I always quote Doerr during my OKR workshops, so my expectations for the book were quite high. I had pre-ordered the book a year ago, and I jumped right in when it arrived. Many people expected that Doerr would write the definitive book on OKR, but unfortunately, Measure What Matters fails to deliver on that promise.
Let me say that, for the most part, the book is very good. Doerr’s talent shines through when covering OKR both through theory and real stories. I could have called this review “the excellent, the bad, and the ugly,” but, that is not as catchy.
A Dash of Salt
The devil is in the details, and while Measure What Matters does a fantastic job of presenting the philosophy behind OKR, it has serious flaws when it comes to translating theory into practice. One of the things that I learned after training thousands of individuals in OKR is that you have to be careful with what you write, because readers may take it literally. Some people will quote Measure What Matters as the holy scriptures of OKR, and instead of focusing on the principles behind it, they will blindly copy its examples, no matter how bad they are. I hope Doerr can fix those flaws in a new version, but as it stands, the first edition of the book has to be taken with a few dashes of salt.
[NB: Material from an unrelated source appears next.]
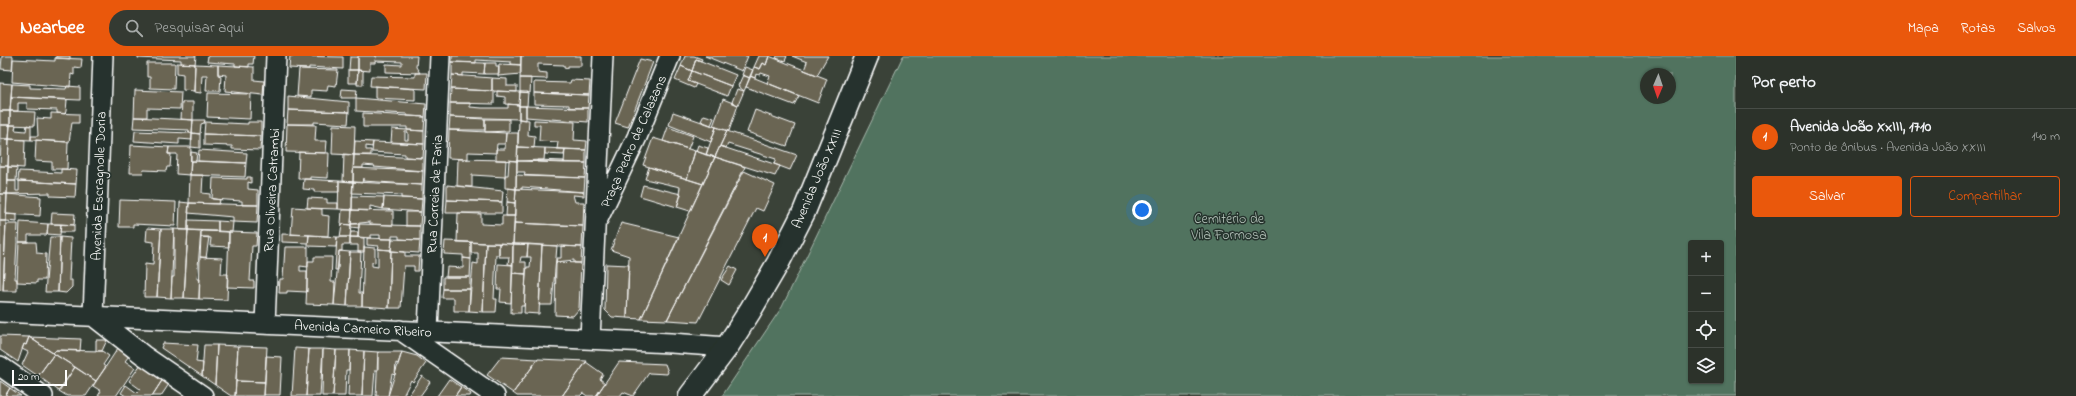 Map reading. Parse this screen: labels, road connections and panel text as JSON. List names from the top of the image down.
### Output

After reading the book, I found myself in the awkward situation of having to criticise the OKR pioneer. But as someone to teaches OKR for a living, it is my job to both recommend the book and to provide that side order of salt. I hope to add an “OKR from the trenches” view to Doerr’s “OKR from the Silicon Valley boardroom” perspective. You may think I sound arrogant by going against the teachings of the OKR prophet. If that is the case, I ask you to give me a better argument than “But Doerr said so.” Seek to understand the principles behind OKR instead of blindly following authority.
Without further ado, here is my review of the Good, the Bad, and the Ugly of Measure What Matters.
The Good
Measure What Matters unveils lots of new content on OKR starting with tales from its origins with Andy Grove at Intel. It also includes first-person stories from the CEOs of Google and YouTube and the playbook that Google uses to train its employees. Only Doerr could deliver this breadth of content, and he does it brilliantly. He also reinforces the importance of having the right culture and the need for leadership buy-in. “In implementing OKRs, leaders must publicly commit to their Objectives and stay steadfast,” Doerr writes.
Doerr does an incredible job introducing OKR’s philosophy while at the same time addressing some of the most common questions.
From Cascading to Aligning
Doerr attacks the traditional approach where “goals were handed down the org chart like tablets from Mount Sinai,” explaining the adverse effects of cascading, including loss of agility and flexibility. In doing that, he updates the football example from his first OKR presentation to Google in 1999 which is more important than it seems at first. In 2013, Google Venture's Rick Klau decided to include the football example in his OKR video, and since then, it became the perfect excuse for those who want a top-down management approach.
Measure What Matters reinforces the need for bidirectional goal setting, and states that “high-functioning teams thrive on a creative tension between top-down and bottom-up goal setting,” based on dual cadence OKRs — annual for the company and quarterly for the teams.
While cascading requires goals at every hierarchical level, OKR enables a different approach. Doerr explains that employees can align their OKRs directly to the company OKRs, skipping “multiple levels of hierarchy.” This practice makes the OKR process lighter and faster while increasing alignment and engagement.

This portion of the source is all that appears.